I love my doctor
My apologies for all of the technical mumbo jumbo to follow. I just need to write all of this stuff down while it is fresh in my brain.
I went for a consultation with my RE today to talk about our next steps. When I walked in to her office, she said, "I was just telling my colleague how much I love you." She is such a sweet, empathetic little woman. She has been known to give out frequent hugs and the occasional motherly kiss on the cheek. Okay, I don't know if she is this way with all of her patients, but she loves me and my hubby. She reminds me of a petite, white, blonde version of my mother. We'll call her Dr. Mom.
After my last miscarriage, I had a bunch of tests done to determine if there was an immunological factor that caused me to miscarry. 99% of my tests came back within a normal range. The only abnormality is that my CD4 cells (T-cells) were slightly elevated. There is no published research related to elevated T cells and recurrent pregnancy loss. All of the CD4 cell research that she could find was related to hiv and aids. And that research only addresses lower than normal values (not elevated). So all that to say that now I am going to see a RE who specializes in recurring pregnancy loss and the "soft" science of immune system factors.
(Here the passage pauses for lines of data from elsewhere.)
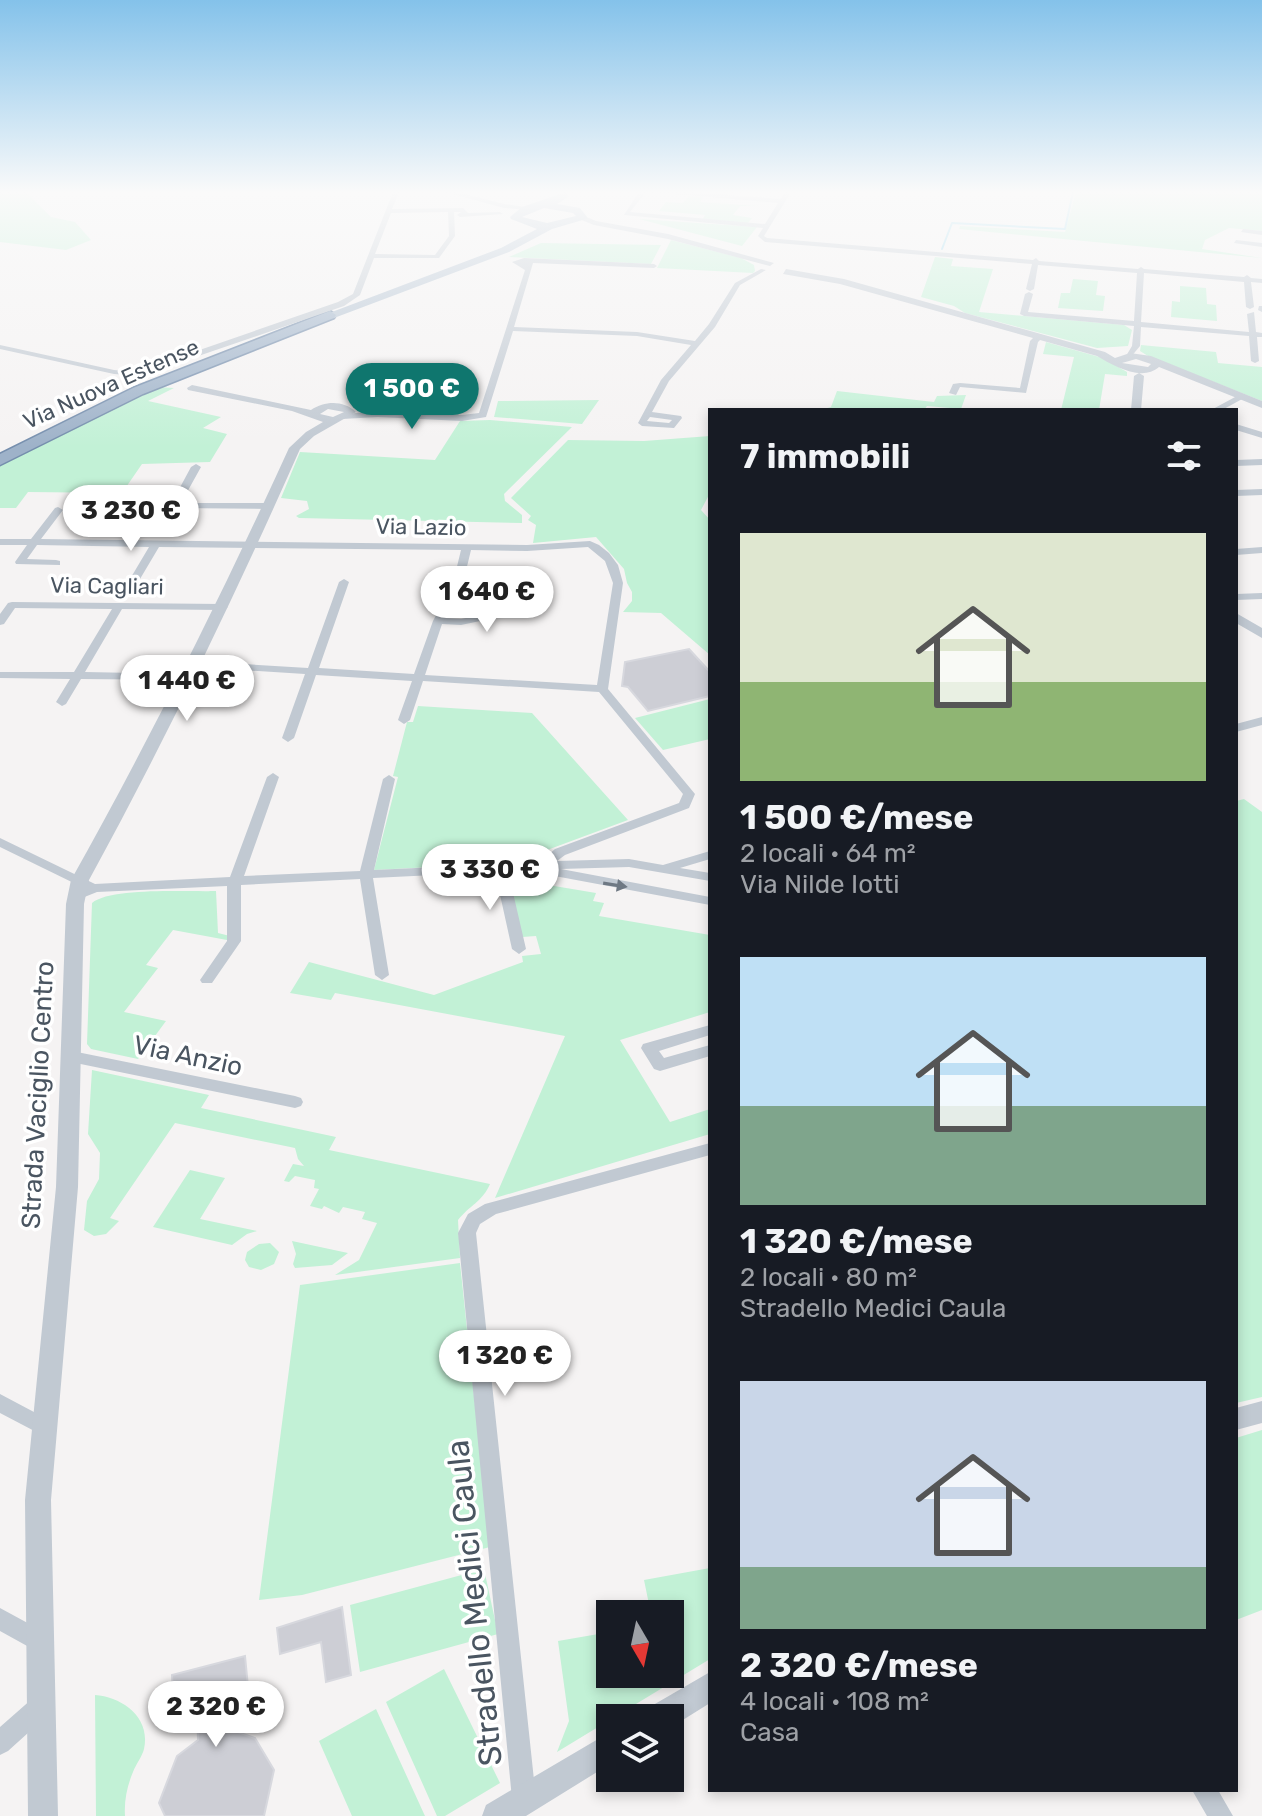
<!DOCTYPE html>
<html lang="it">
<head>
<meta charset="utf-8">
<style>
	:root { --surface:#171b24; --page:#20242c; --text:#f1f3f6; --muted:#9ea1a6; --accent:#0f766e }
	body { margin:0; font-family:Rubik,sans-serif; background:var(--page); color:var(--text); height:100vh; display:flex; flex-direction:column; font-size:30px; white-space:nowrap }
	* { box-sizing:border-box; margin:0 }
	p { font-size:26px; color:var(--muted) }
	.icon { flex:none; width:44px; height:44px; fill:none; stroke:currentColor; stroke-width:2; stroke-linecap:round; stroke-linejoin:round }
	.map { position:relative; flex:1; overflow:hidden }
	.details { position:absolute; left:708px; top:408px; width:530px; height:1384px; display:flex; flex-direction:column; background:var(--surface); border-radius:0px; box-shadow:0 4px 12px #0003 }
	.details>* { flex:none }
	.needle { width:52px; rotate:171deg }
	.buttons { position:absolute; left:596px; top:1600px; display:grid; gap:16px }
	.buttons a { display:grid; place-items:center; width:88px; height:88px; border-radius:0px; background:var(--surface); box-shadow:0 4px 12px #0003; font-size:40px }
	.price { position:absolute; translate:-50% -68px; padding:0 18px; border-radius:28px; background:#fff; color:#222; font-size:26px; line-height:52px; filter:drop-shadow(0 2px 4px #0008) }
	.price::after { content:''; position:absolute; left:50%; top:48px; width:24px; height:18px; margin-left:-12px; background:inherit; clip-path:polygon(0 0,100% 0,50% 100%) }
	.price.current { background:var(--accent); color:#fff }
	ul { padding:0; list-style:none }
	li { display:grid; align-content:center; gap:16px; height:424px; padding:0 32px }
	li span { display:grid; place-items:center; height:248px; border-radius:0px; color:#555 }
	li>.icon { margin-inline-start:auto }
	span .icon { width:144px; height:144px; fill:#fffc; stroke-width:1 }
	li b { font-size:34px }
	h2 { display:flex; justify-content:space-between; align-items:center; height:96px; padding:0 32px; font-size:34px }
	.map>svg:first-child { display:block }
	.green { fill:#c2f1d6 }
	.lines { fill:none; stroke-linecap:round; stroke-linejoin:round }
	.stream { stroke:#8fd6ee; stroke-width:2 }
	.building { fill:#cdced5; stroke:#d7d8de; stroke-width:2 }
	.trunk-casing { stroke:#758ead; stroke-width:3 }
	.minor { fill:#c1c9d2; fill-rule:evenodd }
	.tertiary { fill:#c1c9d2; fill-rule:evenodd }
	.primary { fill:#b2c1d1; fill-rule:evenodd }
	.trunk { fill:#9eb2c9; fill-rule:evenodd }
	.oneway { fill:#6e7883 }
	.labels { text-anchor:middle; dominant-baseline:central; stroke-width:7; stroke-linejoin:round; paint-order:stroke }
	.far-street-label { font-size:22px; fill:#4a5561; stroke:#fff }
	.street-label { font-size:26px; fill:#4a5561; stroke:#fff }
	.near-street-label { font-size:32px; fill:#4a5561; stroke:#fff }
</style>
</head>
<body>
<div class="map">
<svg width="1262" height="1816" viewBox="0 0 1262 1816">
	<rect width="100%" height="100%" fill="#f5f3f3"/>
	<path class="green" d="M 0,192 L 26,192 L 51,217 L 75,222 L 91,240 L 66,250 L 0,242 Z
		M 1076,192 L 1262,192 L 1262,231 L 1229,228 L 1205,240 L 1202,249 L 1262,258 L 959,229 L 960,226 L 1065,232 Z
		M 689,196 L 703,197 L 700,202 L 758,206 L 740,206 L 733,215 L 752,218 L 748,223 L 702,220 L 705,215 L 659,211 L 666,202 L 683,203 Z
		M 639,219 L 757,227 L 742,246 Z
		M 671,240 L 741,258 L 754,265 L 755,271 L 753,273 L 657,268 Z
		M 541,243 L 661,245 L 651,264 L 509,257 Z
		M 935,257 L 953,259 L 951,266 L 993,269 L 979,312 L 1124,325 L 1132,330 L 1128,346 L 1097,348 L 965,313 L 954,306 L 921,297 Z
		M 1073,279 L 1098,281 L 1096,295 L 1105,296 L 1103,311 L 1058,308 L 1061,293 L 1070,293 Z
		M 1180,286 L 1206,288 L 1207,304 L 1216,305 L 1217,321 L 1171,317 L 1172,301 L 1180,302 Z
		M 1046,342 L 1103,358 L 1127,372 L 1127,376 L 1105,374 L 1099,410 L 1061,410 L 1074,357 L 1043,354 Z
		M 1141,345 L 1216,352 L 1218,363 L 1262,367 L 1262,401 L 1148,356 L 1140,351 Z
		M 157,387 L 174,388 L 148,401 L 221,417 L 203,428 L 227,434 L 210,462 L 142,464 L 122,493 L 28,492 L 16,508 L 0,508 L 0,462 Z
		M 837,391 L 934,402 L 937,396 L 966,395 L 961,409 L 927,406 L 924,410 L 820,410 L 831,407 Z
		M 599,400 L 582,424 L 494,417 L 498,401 Z
		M 490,420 L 572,427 L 504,494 L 505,501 L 522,515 L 522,523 L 299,518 L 296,516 L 309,509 L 307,501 L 281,498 L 300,452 L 435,460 L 460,421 Z
		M 710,436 L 710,493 L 701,510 L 710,520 L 710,655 L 661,613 L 623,612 L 632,601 L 632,592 L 627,583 L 624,569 L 596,537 L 533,543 L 536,525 L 528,520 L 531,516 L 511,498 L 568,440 L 644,441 Z
		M 710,699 L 710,739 L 663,750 L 635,718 Z
		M 418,706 L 532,713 L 628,820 L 512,863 L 374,870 L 398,777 L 393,776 L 407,722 L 413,722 Z
		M 1244,799 L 1262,812 L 1262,1397 L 1236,1403 L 1236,801 Z
		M 507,878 L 596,893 L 593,901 L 604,903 L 599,916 L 710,935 L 710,1012 L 620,1040 L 670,1122 L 710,1109 L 710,1134 L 495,1198 L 565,1036 L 335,993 L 331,1000 L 290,993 L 309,962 L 434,995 L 523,962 L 522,956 L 541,954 L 536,936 L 522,937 Z
		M 216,891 L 218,933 L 230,936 L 227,940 L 173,930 L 146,965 L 158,968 L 124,1012 L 166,1021 L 138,1059 L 91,1049 L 87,1044 L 92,903 C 111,887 188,892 216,891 Z
		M 92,1070 L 209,1095 L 201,1108 L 336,1137 L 329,1150 L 490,1184 C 483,1201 469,1206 458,1220 L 460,1258 L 335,1275 L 359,1260 L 377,1223 L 362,1219 L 365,1212 L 343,1207 L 339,1213 L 324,1206 L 322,1209 L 310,1206 L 319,1189 L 314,1188 L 315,1180 L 295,1176 L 289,1182 L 284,1181 L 293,1164 L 304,1166 L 298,1159 L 295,1148 L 175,1123 L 110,1218 L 119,1221 L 106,1234 L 94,1236 L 84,1230 L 87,1201 L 99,1179 L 100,1153 L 88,1134 Z
		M 190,1170 L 225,1178 L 200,1219 L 257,1231 L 247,1234 L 232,1245 L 153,1227 Z
		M 292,1241 L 348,1253 L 332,1265 L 295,1268 L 293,1264 L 296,1254 Z
		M 270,1243 L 279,1252 L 274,1264 L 261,1270 L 249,1267 L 245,1260 L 247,1252 L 259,1244 Z
		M 460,1263 L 490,1547 L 302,1595 L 259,1600 L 300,1285 Z
		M 1262,1430 L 1262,1610 L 1236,1620 L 1236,1438 Z
		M 710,1568 L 710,1659 L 557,1752 L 569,1721 L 558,1641 L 610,1632 L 610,1674 L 670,1674 L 670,1614 L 651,1614 L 644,1580 Z
		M 484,1569 L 498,1634 L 360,1672 L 350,1605 Z
		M 444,1669 L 500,1783 L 445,1816 L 437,1816 L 386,1702 Z
		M 95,1695 C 122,1697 151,1717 144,1749 C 142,1757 136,1764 133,1772 C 127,1786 124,1801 125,1816 L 96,1816 Z
		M 376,1709 L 425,1816 L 352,1816 L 319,1741 Z"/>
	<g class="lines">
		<path class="stream" d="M 942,249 L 952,223 L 1065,229 L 1073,192"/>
	</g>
	<path class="building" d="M 689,649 L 710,672 L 710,696 L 648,711 L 628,687 L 622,686 L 625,662 Z
		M 342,1607 L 351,1675 L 326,1682 L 321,1642 L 280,1654 L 277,1628 Z
		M 245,1656 L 249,1697 L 232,1701 L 235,1731 L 255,1738 L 274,1770 L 264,1816 L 165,1816 L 159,1803 L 177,1756 L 198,1740 L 197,1711 L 174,1717 L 172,1675 Z"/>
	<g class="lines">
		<defs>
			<path id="trunk" d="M 330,311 L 336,315 L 334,318 L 143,394 L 0,465 L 0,454 L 133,388 Z"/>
		</defs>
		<use href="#trunk" class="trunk-casing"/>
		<path class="minor" d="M 393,192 L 399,192 L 392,209 L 463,208 L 468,213 L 500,212 L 503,214 L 460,217 L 457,215 L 461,212 L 454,212 L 455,236 L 439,258 L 374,258 L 360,295 L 344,306 L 140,376 L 114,374 L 0,349 L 0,345 L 114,370 L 136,372 L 338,302 L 353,294 ZM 448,212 L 449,236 L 435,255 L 375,254 L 391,213 Z
			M 445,192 L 457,192 L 504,204 L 532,208 L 529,210 L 504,208 Z
			M 639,192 L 646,192 L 630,212 L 765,224 L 778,203 L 651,192 L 687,192 L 781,199 L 785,192 L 791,192 L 764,236 L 767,238 L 1033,260 L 1036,258 L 1039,261 L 1138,269 L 1141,267 L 1144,269 L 1244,277 L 1247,275 L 1251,278 L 1262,279 L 1262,283 L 1251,282 L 1254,307 L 1250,309 L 1246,307 L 1244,282 L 1144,273 L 1141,322 L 1249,332 L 1247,314 L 1254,312 L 1256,332 L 1262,333 L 1262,337 L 1257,337 L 1259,361 L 1255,363 L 1251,361 L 1249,336 L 1141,327 L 1140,346 L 1130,358 L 1126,356 L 1132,346 L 1134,326 L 1024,316 L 1020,314 L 1025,294 L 1029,292 L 1033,294 L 1028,312 L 1134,321 L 1137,273 L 1038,265 L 1034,289 L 1030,291 L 1026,289 L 1032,264 L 765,242 L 758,236 L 763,228 L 624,215 Z
			M 1243,229 L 1262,231 L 1262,235 L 1241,232 Z
			M 1236,240 L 1262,243 L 1262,247 L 1234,243 Z
			M 524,258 L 654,264 L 657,266 L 654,268 L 533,263 L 514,327 L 637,332 L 695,341 L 709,324 L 735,283 L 761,269 L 766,270 L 740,285 L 715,327 L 669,381 L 652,412 L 681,416 L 682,418 L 674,428 L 642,426 L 638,423 L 661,380 L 691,345 L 637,336 L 513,331 L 486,417 L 462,421 L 378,417 L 342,419 L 342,415 L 345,414 L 378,411 L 462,415 L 479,413 L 525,270 L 512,262 ZM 650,417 L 672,420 L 669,423 L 647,421 Z
			M 1259,306 L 1262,306 L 1262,312 L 1258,310 Z
			M 1036,335 L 1043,337 L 1038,342 L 1026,393 L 960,387 L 956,395 L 949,393 L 953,384 L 960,383 L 1020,388 L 1030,341 Z
			M 1237,396 L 1244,398 L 1222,410 L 1211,410 Z
			M 1236,424 L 1262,432 L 1262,438 L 1236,430 Z
			M 1262,459 L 1262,465 L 1236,466 L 1236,460 Z
			M 196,464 L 201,467 L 181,503 L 269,503 L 274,506 L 269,509 L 172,508 L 170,506 L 191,467 Z
			M 1262,489 L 1262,495 L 1236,496 L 1236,490 Z
			M 58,507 L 63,510 L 41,539 L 527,545 L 590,541 L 599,545 L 609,553 L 618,565 L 623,583 L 608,689 L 695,794 L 689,808 L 565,855 L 557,861 L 629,859 L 663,865 L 710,851 L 710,859 L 680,868 L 710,873 L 710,881 L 629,867 L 561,869 L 710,897 L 710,905 L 544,874 L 535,870 L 508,871 L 526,949 L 519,954 L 512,949 L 495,872 L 373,878 L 389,975 L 382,980 L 375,975 L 360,879 L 241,885 L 241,941 L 212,983 L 202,983 L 200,980 L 227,941 L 227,886 L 97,892 L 77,900 L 70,896 L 84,888 L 0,847 L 0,838 L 95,884 L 230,877 L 267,777 L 273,773 L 279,777 L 244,876 L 360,871 L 383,779 L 389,775 L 395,779 L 374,870 L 540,862 L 555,849 L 679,803 L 683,794 L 599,692 L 423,681 L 410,720 L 404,724 L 398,720 L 412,681 L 316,675 L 294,738 L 288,742 L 282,738 L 305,674 L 195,667 L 189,664 L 195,661 L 308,668 L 339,582 L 344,579 L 349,582 L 319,668 L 414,674 L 433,621 L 453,583 L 461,550 L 159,547 L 140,579 L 135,582 L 130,579 L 149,547 L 37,545 L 27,559 L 56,560 L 60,561 L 60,565 L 16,564 L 15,562 L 27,545 L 0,545 L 0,539 L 31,539 L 55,508 ZM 588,547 L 605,561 L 613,583 L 597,685 L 425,675 L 442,624 L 461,625 L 538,609 L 543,606 L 538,603 L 461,619 L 445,618 L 463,583 L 471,550 L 527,551 Z
			M 1262,547 L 1262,553 L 1236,555 L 1236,549 Z
			M 1262,593 L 1262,599 L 1236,600 L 1236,594 Z
			M 12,602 L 223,604 L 228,607 L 223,610 L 122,609 L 85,672 L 188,674 L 194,677 L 188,680 L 81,679 L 66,704 L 62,706 L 56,702 L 70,679 L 0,678 L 0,672 L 74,672 L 112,609 L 15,608 L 4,624 L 0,625 L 0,614 L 8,603 Z
			M 1262,717 L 1262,725 L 1236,732 L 1236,724 Z
			M 710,1025 L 710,1035 L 659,1051 L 664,1058 L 710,1045 L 710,1056 L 660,1071 L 654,1069 L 641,1048 L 643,1044 Z
			M 72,1051 L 295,1096 L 301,1098 L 303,1102 L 301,1106 L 295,1108 L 66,1061 L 64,1057 L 66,1053 Z
			M 710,1143 L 710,1155 L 496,1214 L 480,1224 L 476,1233 L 536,1799 L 532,1807 L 524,1811 L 516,1807 L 512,1799 L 458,1233 L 468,1214 L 485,1204 Z
			M 0,1394 L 49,1420 L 52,1426 L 49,1432 L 42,1435 L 0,1413 Z
			M 0,1608 L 46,1633 L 49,1641 L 46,1649 L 38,1652 L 0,1631 Z
			M 41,1695 L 49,1698 L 52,1706 L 49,1714 L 8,1751 L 0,1755 L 0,1727 L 33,1698 Z
			M 1192,1790 L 1218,1790 L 1233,1816 L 1207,1816 Z"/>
		<path class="tertiary" d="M 582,215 L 596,221 L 668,234 L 774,263 L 770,266 L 668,239 L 594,225 L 579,219 Z
			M 786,269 L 844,279 L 1105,352 L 1115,358 L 1130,353 L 1151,356 L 1262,401 L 1262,408 L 1159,367 C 1142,382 1114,366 1097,356 L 840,284 L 783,274 ZM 1136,359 L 1151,364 L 1148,367 L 1122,363 Z
			M 1139,373 L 1144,376 L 1141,410 L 1131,410 L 1134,376 Z
			M 192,385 L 311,410 C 325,401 343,400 356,412 L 314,436 L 300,449 C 235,596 166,739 89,880 L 84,904 L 78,1187 L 51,1500 L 58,1816 L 28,1816 L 25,1500 L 56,1187 L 66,904 L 71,880 C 150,739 222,595 289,448 L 306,432 L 323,422 L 292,411 L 188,390 L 187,388 ZM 328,409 L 344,412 L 333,417 L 320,414 Z
			M 1236,613 L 1262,628 L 1262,638 L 1236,623 Z
			M 1262,1401 L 1262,1423 L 1236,1430 L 1236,1408 Z
			M 710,1672 L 710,1703 L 670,1728 L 670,1718 L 643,1718 L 648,1708 Z
			M 610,1732 L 610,1764 L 526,1816 L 482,1816 L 486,1805 Z"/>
		<path class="primary" d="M 566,192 L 568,197 L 557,204 L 580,208 L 587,217 L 586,219 L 552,229 L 509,252 L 334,318 L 324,315 L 501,248 L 537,229 L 511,219 L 510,217 L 522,207 ZM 544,208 L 573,213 L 576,216 L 547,223 L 522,217 Z"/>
		<use href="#trunk" class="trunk"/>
	</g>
	<defs><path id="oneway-solid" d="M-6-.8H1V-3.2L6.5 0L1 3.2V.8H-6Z" transform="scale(2)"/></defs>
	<use class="oneway" href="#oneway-solid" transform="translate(615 885) rotate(9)"/>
	<linearGradient id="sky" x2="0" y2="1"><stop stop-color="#84c2ea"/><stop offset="0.43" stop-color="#fafafa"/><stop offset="1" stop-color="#fafafa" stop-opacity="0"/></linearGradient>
	<rect width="1262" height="447" fill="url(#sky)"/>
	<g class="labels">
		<g class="far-street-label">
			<text transform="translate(111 384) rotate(-24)">Via Nuova Estense</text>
			<text transform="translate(421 527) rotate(1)">Via Lazio</text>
			<text transform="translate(107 586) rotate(1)">Via Cagliari</text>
		</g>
		<g class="street-label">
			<text transform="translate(188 1056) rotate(12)">Via Anzio</text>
			<text transform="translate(38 1095) rotate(-87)">Strada Vaciglio Centro</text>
		</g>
		<g class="near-street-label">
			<text transform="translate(474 1603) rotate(-96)">Stradello Medici Caula</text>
		</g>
	</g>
</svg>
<div class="buttons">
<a><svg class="needle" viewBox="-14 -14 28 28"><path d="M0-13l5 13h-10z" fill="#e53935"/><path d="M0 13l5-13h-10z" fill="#9ea1a6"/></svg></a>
<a><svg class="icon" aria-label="layers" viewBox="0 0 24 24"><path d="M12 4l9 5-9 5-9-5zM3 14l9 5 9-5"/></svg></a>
</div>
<b class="price current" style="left:412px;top:431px">1 500 €</b>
<b class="price" style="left:131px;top:553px">3 230 €</b>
<b class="price" style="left:487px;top:634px">1 640 €</b>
<b class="price" style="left:187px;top:723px">1 440 €</b>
<b class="price" style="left:490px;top:912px">3 330 €</b>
<b class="price" style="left:505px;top:1398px">1 320 €</b>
<b class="price" style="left:216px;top:1749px">2 320 €</b>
<section class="details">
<h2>7 immobili<svg class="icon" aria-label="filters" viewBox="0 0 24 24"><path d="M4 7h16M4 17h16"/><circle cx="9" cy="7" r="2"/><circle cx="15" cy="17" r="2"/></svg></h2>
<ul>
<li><span style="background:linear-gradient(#dfe7d0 60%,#8fb573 0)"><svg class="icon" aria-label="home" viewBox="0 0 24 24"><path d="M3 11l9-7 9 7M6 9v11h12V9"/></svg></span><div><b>1 500 €/mese</b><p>2 locali · 64 m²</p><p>Via Nilde Iotti</p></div></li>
<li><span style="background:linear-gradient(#bfe0f5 60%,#7fa58c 0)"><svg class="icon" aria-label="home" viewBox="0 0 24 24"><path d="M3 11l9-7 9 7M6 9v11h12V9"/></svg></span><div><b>1 320 €/mese</b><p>2 locali · 80 m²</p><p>Stradello Medici Caula</p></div></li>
<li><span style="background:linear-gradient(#c9d6e8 75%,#7fa58c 0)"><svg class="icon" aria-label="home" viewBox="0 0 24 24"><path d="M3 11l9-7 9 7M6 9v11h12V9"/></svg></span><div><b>2 320 €/mese</b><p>4 locali · 108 m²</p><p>Casa</p></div></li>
</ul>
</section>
</div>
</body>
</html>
Hopefully, this specialist has information from her years of experience and practice that has yet to be published.
The genetic testing that they did on the tissue from the d&c was somewhat inconclusive.(Basically, they "grow" the tissue in a lab and then test it for genetic abnormalities.) The chromosomal makeup was 46XX. So we had the right number of chromosomes, and it was probably a girl. But there is no way for them to distinguish if my cells were growing or the cells from the embryo were growing. They can only confirm when it is a boy (46XY).
I really appreciate that Dr. Mom knows her limitations. She went over several options with me, reviewed all of my test results, and basically told me that she knows how to get me pregnant, but how to keep me pregnant might be beyond her expertise. And she gave me the name of another doctor at another clinic who has designed an entire program that deals with recurrent pregnancy loss. We talked a bit about the range of emotions related to multiple miscarriages, and she is so in touch with how all this crap breaks you down emotionally. She knows that my heart is still broken. She knows that I will need to be medicated if I have another miscarriage. Some doctors would just forge ahead with another cycle. But she won't until we at least try to understand what is going on with me. Thanks, Dr. Mom.
We also talked about some insurance issues. My insurance company seems to be under the impression that they are not going to pay for my last cycle. I guess they are hoping that if they just reject the charges, that I will just pay the bill. My doc expressed her outrage and encouraged me to file a complaint with the attorney general's office. (I'll save the crapload of insurance issues for another post.) She said that she finds that the fact that the insurance industry is built around trying to not pay claims "vile and offensive." Ha! I love that.
As I was walking out, she said that she can't wait to meet my kids. :)
4 Comments:
Maybe it's just me, but I was actually crying over this post. Ok, so I know this wasn't a "make you cry post" lol but I was. I LOVE LOVE LURVE your doctor! OMG! She is just the best! Can you fly her to my clinic and tell her to slap my docs around? Screw insurance companies! lol
Sounds like a wonderful doctor... hope you find some answers
Take care
I agree with Sunnie, I love Dr.Mom. All clinics should have an Dr. just like her.
I think I have fallen desperately in love with Dr. Mom. She is truly a one of a kind - I mean a Dr. who knows her own limitations, shares my distate for the insurance industry, and wants to partner with you to find the right answers before just pressing forward? Sold.
Hopefully the situation with the inusurance will be resolved quickly.